Thursday, 26 January 2017

DJAKARTA 1966..




SUPERSEMAR MORAT MARIT..

     Tuntas juga penasaran saya, setelah hampir 12 tahun mencari film ini. Di mulai sekitar tahun 2014-2015, 3 kali saya menyambangi perpusnas salemba. Punya hobi baca dengan kantong ngenes. Ya kemana lagi kalau bukan ke perpustakaan atau toko buku. Seperti banyak orang yg lahir jauh setelah tahun 1965. Dan selalu penasaran tentang apa yg terjadi, dalam geger sejarah terbesar setelah revolusi 45. Saya merasa sangat senang ketika mendapat copy film ini di yutup. Ingat ketika dulu, di perpusnas, saya di interogasi habis2an. Karena mencari data2 soal DN aidit, PKI, buku2 nya, AD/ART, artikel, kliping koran dan segala tetek bengek nya. Sebab nya saya bukan anak kuliahan apalagi peneliti sejarah. 

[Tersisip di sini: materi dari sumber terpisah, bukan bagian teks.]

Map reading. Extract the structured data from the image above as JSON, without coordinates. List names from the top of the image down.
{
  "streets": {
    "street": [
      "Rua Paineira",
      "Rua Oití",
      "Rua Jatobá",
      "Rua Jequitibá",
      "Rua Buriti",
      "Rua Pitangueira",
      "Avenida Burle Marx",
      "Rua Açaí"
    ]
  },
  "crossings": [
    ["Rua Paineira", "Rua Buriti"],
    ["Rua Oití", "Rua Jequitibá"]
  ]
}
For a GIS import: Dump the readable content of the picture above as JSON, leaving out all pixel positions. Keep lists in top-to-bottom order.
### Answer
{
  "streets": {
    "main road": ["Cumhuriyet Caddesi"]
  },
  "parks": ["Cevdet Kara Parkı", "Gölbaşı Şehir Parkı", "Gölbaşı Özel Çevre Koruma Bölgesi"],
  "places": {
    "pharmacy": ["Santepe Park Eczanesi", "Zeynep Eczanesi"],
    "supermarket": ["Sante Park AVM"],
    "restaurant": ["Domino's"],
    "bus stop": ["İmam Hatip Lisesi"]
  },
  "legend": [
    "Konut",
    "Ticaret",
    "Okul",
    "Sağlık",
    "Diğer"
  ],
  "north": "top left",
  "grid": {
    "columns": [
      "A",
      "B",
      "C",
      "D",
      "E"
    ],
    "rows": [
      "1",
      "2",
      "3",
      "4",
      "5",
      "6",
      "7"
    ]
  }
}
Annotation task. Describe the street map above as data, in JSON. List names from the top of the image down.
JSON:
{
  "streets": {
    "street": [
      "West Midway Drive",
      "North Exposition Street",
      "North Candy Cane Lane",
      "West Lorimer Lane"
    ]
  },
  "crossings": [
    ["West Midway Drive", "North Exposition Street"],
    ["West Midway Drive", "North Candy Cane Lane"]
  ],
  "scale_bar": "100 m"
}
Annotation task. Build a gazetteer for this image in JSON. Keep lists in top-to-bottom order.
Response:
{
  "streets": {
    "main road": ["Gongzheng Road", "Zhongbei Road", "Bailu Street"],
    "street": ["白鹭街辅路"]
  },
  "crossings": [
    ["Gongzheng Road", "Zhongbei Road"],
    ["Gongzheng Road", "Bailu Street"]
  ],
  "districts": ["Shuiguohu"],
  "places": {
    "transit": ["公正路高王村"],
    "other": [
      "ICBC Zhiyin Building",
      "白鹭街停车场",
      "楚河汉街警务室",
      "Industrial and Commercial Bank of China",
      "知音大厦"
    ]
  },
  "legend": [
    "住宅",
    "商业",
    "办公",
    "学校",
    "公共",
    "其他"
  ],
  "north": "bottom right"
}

      Kembali ke film djakarta 1966. Tidak banyak yg bisa saya katakan, dari sisi awam penikmat film. film ini benar2 di buat secara serius, detail terasa, suasana tahun 1960-an akhir, dengan segala kekacauan ekonomi dan politik, begitu jelas di gambarkan. Persis seperti film pemberontakan G30S/PKI. Film berbiaya besar dan di sokong penuh oleh negara. Jelas tidak bisa di lihat secara objektif, dari sisi sejarah. Tentu sangat tidak mudah ,menggambarkan situasi carut marut negeri dengan durasi hampir 2,5 jam. Film yg menceritakan sejarah lahir nya supersemar, di tunjang secara apik melalui 2 tokoh sentral, pak Karno (di perankan secara mantabs oleh budayawan Umar Kayam) Dan jenderal soeharto (amoroso katamsi). Mungkin yg perlu kita perhatikan di sini, menurut saya.. Karena akting mereka terlalu bagus, jangan sampai terlena jika ini film propaganda. Dari beberapa film dokumenter, yg saya lihat. Memang begitulah suasana djakarta tahun segitu. Istana di kepung mahasiswa.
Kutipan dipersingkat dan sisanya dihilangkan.